▶ _Work to complete_
Go through each line of the records below and count those with the word "street". Give only the count.

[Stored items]
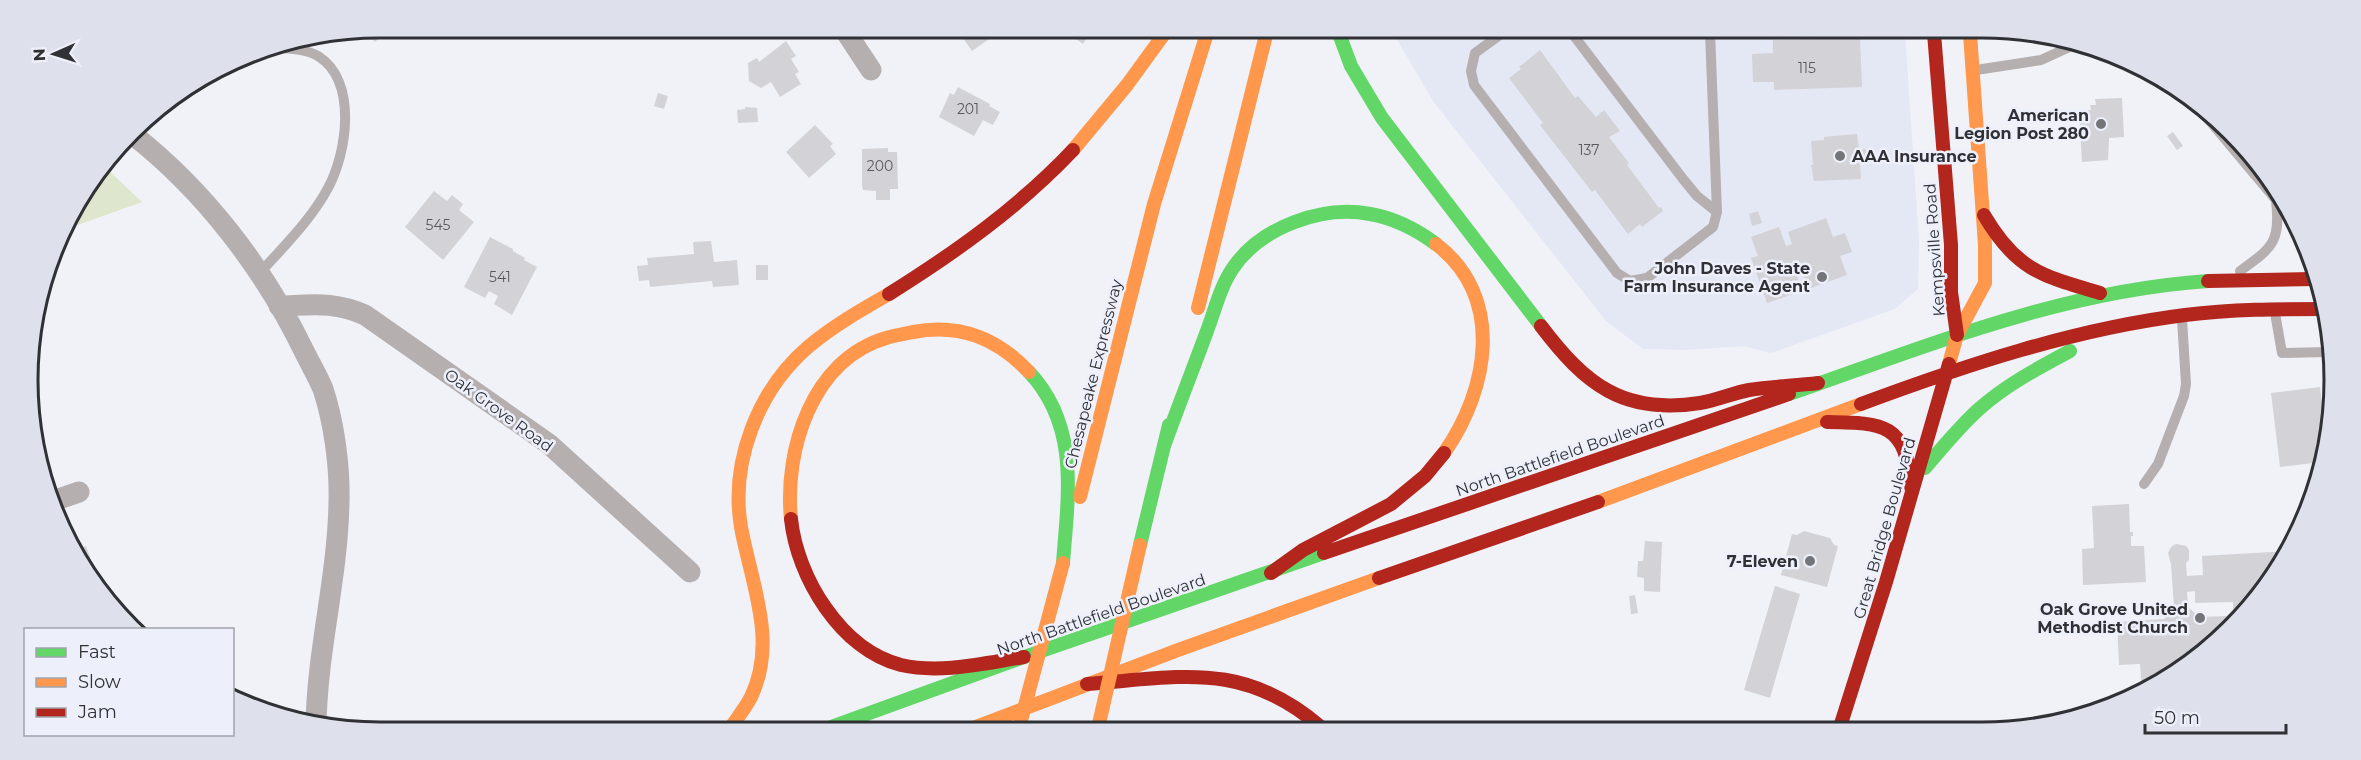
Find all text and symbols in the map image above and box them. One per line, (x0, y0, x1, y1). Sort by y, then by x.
north arrow (24, 24, 84, 84)
text: N (30, 48, 49, 62)
house number: 115 (1798, 59, 1816, 77)
house number: 201 (957, 100, 979, 118)
place label: American Legion Post 280 (1954, 106, 2089, 143)
marker: American Legion Post 280 (2094, 117, 2108, 131)
house number: 137 (1578, 141, 1600, 159)
place label: AAA Insurance (1851, 147, 1977, 166)
marker: AAA Insurance (1833, 149, 1847, 163)
house number: 200 (867, 157, 893, 175)
street label: Kempsville Road (1920, 183, 1949, 317)
house number: 545 (425, 216, 451, 234)
place label: John Daves - State Farm Insurance Agent (1623, 259, 1810, 296)
house number: 541 (489, 268, 511, 286)
marker: John Daves - State Farm Insurance Agent (1815, 270, 1829, 284)
street label: Chesapeake Expressway (1061, 277, 1126, 471)
street label: Oak Grove Road (441, 365, 557, 456)
street label: North Battlefield Boulevard (1453, 411, 1667, 500)
street label: Great Bridge Boulevard (1849, 435, 1920, 621)
place label: 7-Eleven (1727, 552, 1798, 571)
marker: 7-Eleven (1803, 554, 1817, 568)
street label: North Battlefield Boulevard (994, 570, 1208, 659)
place label: Oak Grove United Methodist Church (2037, 600, 2188, 637)
marker: Oak Grove United Methodist Church (2193, 611, 2207, 625)
legend (24, 628, 234, 736)
text: Fast (78, 641, 116, 663)
text: Slow (78, 671, 121, 693)
scale bar (2145, 697, 2286, 735)
text: Jam (77, 701, 117, 723)
text: 50 m (2154, 707, 2200, 729)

▶ _Answer space_
6